Esse fluxo temporal há-de ser, portanto, em Tarkovski, o de uma «memória viva», dotada de movimento, de ritmo mesmo que a sua velocidade não seja de uma medida plenamente consciente, etc. E por isso Tarkovski acha que «o primado da montagem» - na reflexão sobre o «cinematográfico» - só pode justificar-se à luz de uma teoria simbolista. Isto é, uma teoria que suponha já um a priori (hermenêutico) do sentido, um sentido prévio a exprimir.

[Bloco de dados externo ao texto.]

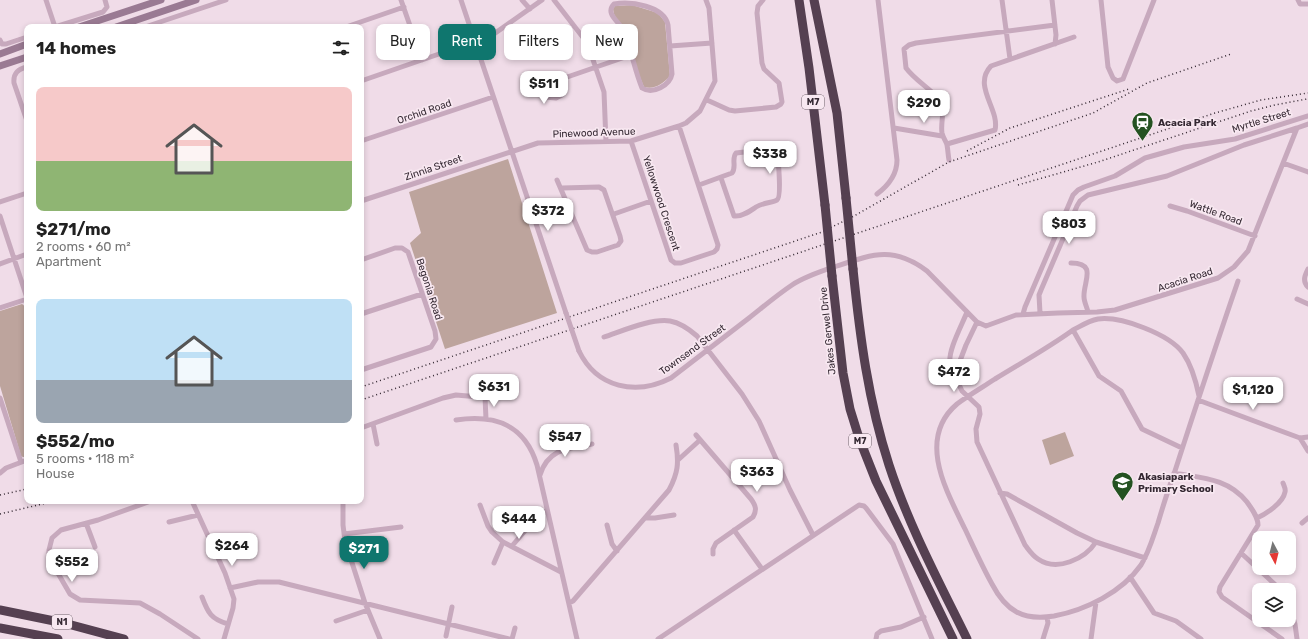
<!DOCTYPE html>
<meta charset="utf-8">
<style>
body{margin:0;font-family:Rubik,sans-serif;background:#f6f6f6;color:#222;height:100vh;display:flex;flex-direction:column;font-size:15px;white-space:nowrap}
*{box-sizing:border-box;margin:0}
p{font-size:13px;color:#767676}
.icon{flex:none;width:22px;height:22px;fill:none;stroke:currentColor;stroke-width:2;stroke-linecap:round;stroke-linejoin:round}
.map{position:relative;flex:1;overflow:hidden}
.drawer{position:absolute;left:24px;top:24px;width:340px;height:480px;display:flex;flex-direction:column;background:#fff;border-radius:8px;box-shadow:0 2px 6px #0003}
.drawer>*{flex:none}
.hud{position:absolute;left:376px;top:24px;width:380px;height:36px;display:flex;gap:8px}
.needle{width:26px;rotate:173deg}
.fabs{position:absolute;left:1252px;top:531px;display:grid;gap:8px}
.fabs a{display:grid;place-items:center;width:44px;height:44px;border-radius:8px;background:#fff;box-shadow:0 2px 6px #0003;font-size:20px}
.price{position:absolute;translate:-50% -34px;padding:0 9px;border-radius:8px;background:#fff;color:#222;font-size:13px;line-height:26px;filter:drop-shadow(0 1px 2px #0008)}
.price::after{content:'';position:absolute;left:50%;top:24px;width:12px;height:9px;margin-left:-6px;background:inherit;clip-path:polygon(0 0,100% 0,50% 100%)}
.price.selected{background:#0f766e;color:#fff}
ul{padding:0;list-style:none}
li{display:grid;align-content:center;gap:8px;height:212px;padding:0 12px}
li span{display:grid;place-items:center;height:124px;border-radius:8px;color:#555}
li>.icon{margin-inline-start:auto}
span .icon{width:72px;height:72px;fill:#fffc;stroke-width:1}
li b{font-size:17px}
h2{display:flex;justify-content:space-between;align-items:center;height:48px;padding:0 12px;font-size:17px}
.chip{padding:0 14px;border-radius:8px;background:#fff;box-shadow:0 2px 6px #0003;font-size:14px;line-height:36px}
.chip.selected{background:#0f766e;color:#fff}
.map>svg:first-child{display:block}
.green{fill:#bda49d}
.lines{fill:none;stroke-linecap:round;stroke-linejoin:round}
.street-tunnel{stroke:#cab8c4;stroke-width:5;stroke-dasharray:5 2.5;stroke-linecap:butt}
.street{stroke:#c7a9bd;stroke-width:5}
.secondary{stroke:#9a7a93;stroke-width:7}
.highway{stroke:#554051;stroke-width:9}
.rail{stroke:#342832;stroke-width:1.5;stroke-dasharray:1 3;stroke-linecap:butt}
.street-bridge{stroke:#c7a9bd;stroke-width:5}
.highway-bridge{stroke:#554051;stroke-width:9}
.labels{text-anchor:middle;stroke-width:3.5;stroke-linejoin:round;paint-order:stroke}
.shield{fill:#f8e8f1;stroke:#6f626b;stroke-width:1}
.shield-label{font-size:9px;font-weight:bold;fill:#342832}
.street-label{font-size:10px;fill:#342832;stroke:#f8e8f1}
.poi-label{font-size:10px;font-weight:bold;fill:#342832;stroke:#f8e8f1;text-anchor:start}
</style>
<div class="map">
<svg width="1308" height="639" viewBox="0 0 1308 639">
<rect width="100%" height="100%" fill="#f0dce8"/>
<path class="green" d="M 632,5 L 658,13 L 665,22 L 670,76 C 663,84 654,90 644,87 L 614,14 L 613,9 L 615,6 Z
M 508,159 L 557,313 L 445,349 L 410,243 L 421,233 L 409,192 Z
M 22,304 L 27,308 L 27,457 L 23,457 L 21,456 L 0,386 L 0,311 Z
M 1065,432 L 1074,456 L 1050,465 L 1042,440 Z"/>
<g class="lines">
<path class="street-tunnel" d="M 523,533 L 532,524"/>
<path class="street" d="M 46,0 L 55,27
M 401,0 L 422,60
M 461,0 L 566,313
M 522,0 L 530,9
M 554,0 L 585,40 L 590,51 L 604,92 L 606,142
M 1002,0 L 1010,59
M 1052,0 L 1056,35 L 1055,44
M 1101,0 L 1108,67 L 1113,78 L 1117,81 L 1123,79 L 1154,0
M 1298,0 L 1300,4 L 1308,4
M 614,4 C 631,1 664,6 668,25 L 672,74 C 670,85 653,95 642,88 C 634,69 631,47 622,28 C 618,21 605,13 614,4 Z
M 55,27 L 103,12 L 107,7 L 105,0
M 145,27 L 226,0
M 346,27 L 404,7
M 0,40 L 2,44 L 6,44 L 27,37
M 670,46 L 712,43
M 27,67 C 18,69 13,73 14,83 L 27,121
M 560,79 L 563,90 L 562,95 L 556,98 L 545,97 L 543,94 L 543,89 L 547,84 L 631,55
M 361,81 L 491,36 L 542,0
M 707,100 L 729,110 L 735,111 L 776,107 L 781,104 L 782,102 L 779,83 L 764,69 L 762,63 L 757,13 L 758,6 L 763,0
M 894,128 L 942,136
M 361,141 L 493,97
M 631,141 L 671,260 L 675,263 L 681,263 L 714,252 L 717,249 L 718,245 L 679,126
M 947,144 L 995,130 C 1000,109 972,86 991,66 L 1074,37
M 949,160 C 948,155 948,150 947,145 C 946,141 943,138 942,133 C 940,121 947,108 938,98 C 928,87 915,80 906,68 L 904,49 L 909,45 L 916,43 L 1055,25
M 1283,163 L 1308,172
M 557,180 L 587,250 L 592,252 L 597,252 L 618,245 L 621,241 L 620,236 L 604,190 L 599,187 L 562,188
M 699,185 L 732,173 C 737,167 731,159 736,153 L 770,149 L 776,150 L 777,151 C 778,158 782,197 777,200 C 773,203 764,202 756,207 C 750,211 742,217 734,216 L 721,178
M 877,194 C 889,185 897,175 897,160 L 878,0
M 361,201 L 538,143 L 631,141 L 679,126 L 686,123 L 700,111 L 715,81 L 709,8 L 706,0
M 0,202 L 27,193
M 1170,206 L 1187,211 L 1255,236
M 614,214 L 651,201
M 0,216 L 27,298
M 361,260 L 395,248 L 402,248 L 408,252 L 435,331 L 436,339 L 431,347 L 361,370
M 1071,263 C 1098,263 1083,282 1084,297 C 1084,302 1087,307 1088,312
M 0,264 L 27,254
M 1308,269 C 1305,275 1302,281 1308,287
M 1297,299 L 1308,304
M 0,308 L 27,299
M 1040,313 L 1039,295 L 1041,290 L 1077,206 L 1080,201 L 1088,195 L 1167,176 L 1244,145 L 1297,128
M 361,314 L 422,294
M 1023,314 L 1025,307 L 1073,195 L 1078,190 L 1084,187 L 1115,176 L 1145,158 L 1184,147 L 1235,139 L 1308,116
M 977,322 L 966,345 L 958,366 L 956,378 L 962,391 L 979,407 L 980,414 L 976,429 L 977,442 L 1025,545 C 1029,550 1032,555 1038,559 C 1057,572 1085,559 1096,542
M 1073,330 L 1099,376 L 1121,391 L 1142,429 L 1182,448
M 604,337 C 622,331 652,318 670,321 C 681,323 689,329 697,336 L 742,394 L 759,421 L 790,490 L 813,535
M 579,351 C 597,388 636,396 671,378 C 697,358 723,338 749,318 C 763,307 777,295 792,285 C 806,276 822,271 837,266 C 873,254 894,246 927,271 L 977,322 L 986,326 L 1016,315 L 1058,313 L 1097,312 L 1115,310 L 1218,278 L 1234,267 L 1248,251 L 1297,128 L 1308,124
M 956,378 C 953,373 951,369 950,363 C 948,350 962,325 967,312
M 1199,396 C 1196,381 1192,366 1183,353 C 1169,334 1121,316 1098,319 C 1088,321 1081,326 1073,330 C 1048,348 1021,363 995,379 C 983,387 969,395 957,404 C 916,439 947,492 965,529 C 974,548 982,566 992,584 C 1006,611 1023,621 1054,616 C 1086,610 1122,592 1141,565 C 1149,552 1153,537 1158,523 C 1163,506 1168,490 1174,474 C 1195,409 1216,345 1238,281
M 485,397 L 486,419
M 0,398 L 21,462
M 1198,400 L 1300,438 L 1308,437
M 456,420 C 496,414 525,425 537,465 L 577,639
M 373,424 L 377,444
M 361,428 L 443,398 L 456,395 L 491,398
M 696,435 L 751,499 C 756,506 757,510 753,517 L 716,543 L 713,549 L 713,554
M 1300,438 L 1308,451
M 678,460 L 700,440
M 0,473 L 6,468 L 27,460
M 1174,473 C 1202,478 1228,478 1247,502 C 1252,509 1258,517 1258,525 L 1220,587 L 1219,592 L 1222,597 L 1282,639
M 540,475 C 548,449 568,448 592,444
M 1000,493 L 1007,494 L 1077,533 L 1096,542 L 1145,558
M 151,501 L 98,520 L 61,530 L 52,538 L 49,550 L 49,556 L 52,563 L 70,594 L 80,600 L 140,603 L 160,614 L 198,639
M 192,501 L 225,573 L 234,599 L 233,608 L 224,639
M 343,501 L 343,525 L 345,541 L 365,603 L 380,639
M 480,505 L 488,526 L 492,532 L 503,542 L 561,572
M 646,518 L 655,518 L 674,515
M 1257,518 C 1266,514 1283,503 1285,492 C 1286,489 1284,486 1283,483
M 169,522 L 198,515
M 86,523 L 95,547
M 1302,523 L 1308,518
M 532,524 L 547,510
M 607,525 L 612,544 L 617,551
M 734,530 L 762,569
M 344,534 L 401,527
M 512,546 L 523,533
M 1241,553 L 1281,590
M 494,563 L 503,542
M 1130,577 L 1154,613 L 1176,621 L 1201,639
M 230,588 L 258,582 L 279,582 L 509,639
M 202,597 C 208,613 211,619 228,624
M 569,603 L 573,601 L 669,490 C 678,473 679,463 676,445
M 1289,605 L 1295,624 L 1297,639
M 336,621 L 368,610
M 446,636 L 452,607
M 512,639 L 515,628
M 658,639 L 859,505 L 864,506 L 866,508 L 893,544 L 932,639
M 876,639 L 877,634 L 881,631 L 901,627 L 924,617
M 1043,639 L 1048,623 L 1047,617
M 1091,639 L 1096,602"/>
<path class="secondary" d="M 79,27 L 161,0
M 116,27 L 196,0
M 0,54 L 27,44
M 0,66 L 27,57"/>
<path class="highway" d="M 799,0 L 809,68 L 825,205
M 814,0 L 837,113 L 846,198
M 853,269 C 860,337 868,400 889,465 C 909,526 939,582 967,639
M 832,276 L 843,373 L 850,409 L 859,438 L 876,481 L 953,639
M 0,610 L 64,623 L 124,639
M 0,628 L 58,639"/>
<path class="rail" d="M 967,151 L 1010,128 L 1129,89
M 1018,185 L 1098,162 L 1251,111 L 1275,105 L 1307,99
M 361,387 L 822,232 L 854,216 L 949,162 L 1093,113 L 1147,83 L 1231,54
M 361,400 L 1215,113 L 1261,100 L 1308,93
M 0,495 L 27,489
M 0,514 L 55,501"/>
<path class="street-bridge" d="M 566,313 L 579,351"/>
<path class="highway-bridge" d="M 846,198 L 853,269
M 825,205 L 832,276"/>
</g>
<defs>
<symbol id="station-pin" viewBox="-11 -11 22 30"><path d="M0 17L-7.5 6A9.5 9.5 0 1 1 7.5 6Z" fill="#245221" stroke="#f8e8f1"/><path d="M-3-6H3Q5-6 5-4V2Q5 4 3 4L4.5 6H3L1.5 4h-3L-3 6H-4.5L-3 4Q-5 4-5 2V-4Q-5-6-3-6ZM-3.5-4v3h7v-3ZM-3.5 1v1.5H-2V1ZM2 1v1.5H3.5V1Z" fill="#fff"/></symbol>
<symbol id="school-pin" viewBox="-11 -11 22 30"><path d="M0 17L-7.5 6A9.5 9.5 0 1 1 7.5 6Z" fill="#245221" stroke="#f8e8f1"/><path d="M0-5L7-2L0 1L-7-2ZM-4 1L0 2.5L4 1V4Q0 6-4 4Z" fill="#fff"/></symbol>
</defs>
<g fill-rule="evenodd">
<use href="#station-pin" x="1130" y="110" width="25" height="34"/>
<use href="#school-pin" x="1110" y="470" width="25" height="34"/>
</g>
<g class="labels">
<g class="shield">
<rect x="802" y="95" width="22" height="14" rx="3"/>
<rect x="849" y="434" width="22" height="14" rx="3"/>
<rect x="52" y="615" width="20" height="14" rx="3"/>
</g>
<g class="shield-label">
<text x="813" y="105">M7</text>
<text x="860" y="444">M7</text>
<text x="62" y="625">N1</text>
</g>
<g class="street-label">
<text transform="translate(424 111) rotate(-19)" y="4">Orchid Road</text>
<text transform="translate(1261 120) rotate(-17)" y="4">Myrtle Street</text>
<text transform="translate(594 132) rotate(-2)" y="4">Pinewood Avenue</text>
<text transform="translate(433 167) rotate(-19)" y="4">Zinnia Street</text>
<text transform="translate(662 203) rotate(72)" y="4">Yellowwood Crescent</text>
<text transform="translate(1216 212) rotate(20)" y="4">Wattle Road</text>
<text transform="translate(1185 279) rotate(-18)" y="4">Acacia Road</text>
<text transform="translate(430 289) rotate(72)" y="4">Begonia Road</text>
<text transform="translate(827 331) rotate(-96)" y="4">Jakes Gerwel Drive</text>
<text transform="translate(692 349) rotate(-36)" y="4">Townsend Street</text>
</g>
<g class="poi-label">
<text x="1158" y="126">Acacia Park</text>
<text x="1138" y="480">Akasiapark<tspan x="1138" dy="12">Primary School</tspan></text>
</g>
</g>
</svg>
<div class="fabs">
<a><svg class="needle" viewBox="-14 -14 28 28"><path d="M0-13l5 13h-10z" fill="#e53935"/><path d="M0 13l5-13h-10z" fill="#767676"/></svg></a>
<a><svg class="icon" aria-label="layers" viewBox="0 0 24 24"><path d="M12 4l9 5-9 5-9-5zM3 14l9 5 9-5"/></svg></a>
</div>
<b class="price" style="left:544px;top:105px">$511</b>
<b class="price" style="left:924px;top:124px">$290</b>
<b class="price" style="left:770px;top:175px">$338</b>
<b class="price" style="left:548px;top:232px">$372</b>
<b class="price" style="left:1069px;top:245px">$803</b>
<b class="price" style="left:954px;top:393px">$472</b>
<b class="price" style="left:494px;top:408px">$631</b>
<b class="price" style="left:1253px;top:411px">$1,120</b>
<b class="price" style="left:565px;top:458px">$547</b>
<b class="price" style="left:757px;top:493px">$363</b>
<b class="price" style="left:519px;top:540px">$444</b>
<b class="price" style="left:232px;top:567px">$264</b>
<b class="price selected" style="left:364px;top:570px">$271</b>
<b class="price" style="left:72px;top:583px">$552</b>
<div class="hud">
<a class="chip">Buy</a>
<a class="chip selected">Rent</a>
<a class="chip">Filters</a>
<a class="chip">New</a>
</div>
<section class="drawer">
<h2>14 homes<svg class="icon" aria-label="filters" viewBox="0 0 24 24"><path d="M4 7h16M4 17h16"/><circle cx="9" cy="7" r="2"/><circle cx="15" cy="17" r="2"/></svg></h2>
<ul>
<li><span style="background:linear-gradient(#f6c9c9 60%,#8fb573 0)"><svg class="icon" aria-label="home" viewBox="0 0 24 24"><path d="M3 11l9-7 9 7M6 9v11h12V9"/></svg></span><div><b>$271/mo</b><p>2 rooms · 60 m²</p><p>Apartment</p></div></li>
<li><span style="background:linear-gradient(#bfe0f5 65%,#9aa5b1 0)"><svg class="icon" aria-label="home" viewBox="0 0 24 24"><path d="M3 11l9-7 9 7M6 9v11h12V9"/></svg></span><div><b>$552/mo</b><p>5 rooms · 118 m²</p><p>House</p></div></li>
</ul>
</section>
</div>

Para Tarkovski é, portanto, preciso - para sermos justos com o nosso pensamento - que não nos esqueçamos de o situar no jogo de forças em cuja (an)economia ele se forma. Portanto, o pensamento não existe por si. A ideia não se confunde com o real. Tarkovski não é platónico, nem «simbolista», na acepção de Shklovski. No pensamento se joga a dimensão de um certo inconsciente material. A imagem cinematográfica não é, por essa razão, meramente signo. A imagem-signo não lhe interessa de todo, se ela se não abrir a uma outra dimensão que, longe de ser a do linguístico, há-de ser aquela que, na sua materialidade, a descentra desse seu suposto a priori. A corporificação da ideia é, se resumida a imagem a isso que ela pressupõe, apenas uma alegoria, quando muito. Em Esculpir o Tempo, aqui incide um dos seus finca-pés, um dos seus pontos de reiterada insistência.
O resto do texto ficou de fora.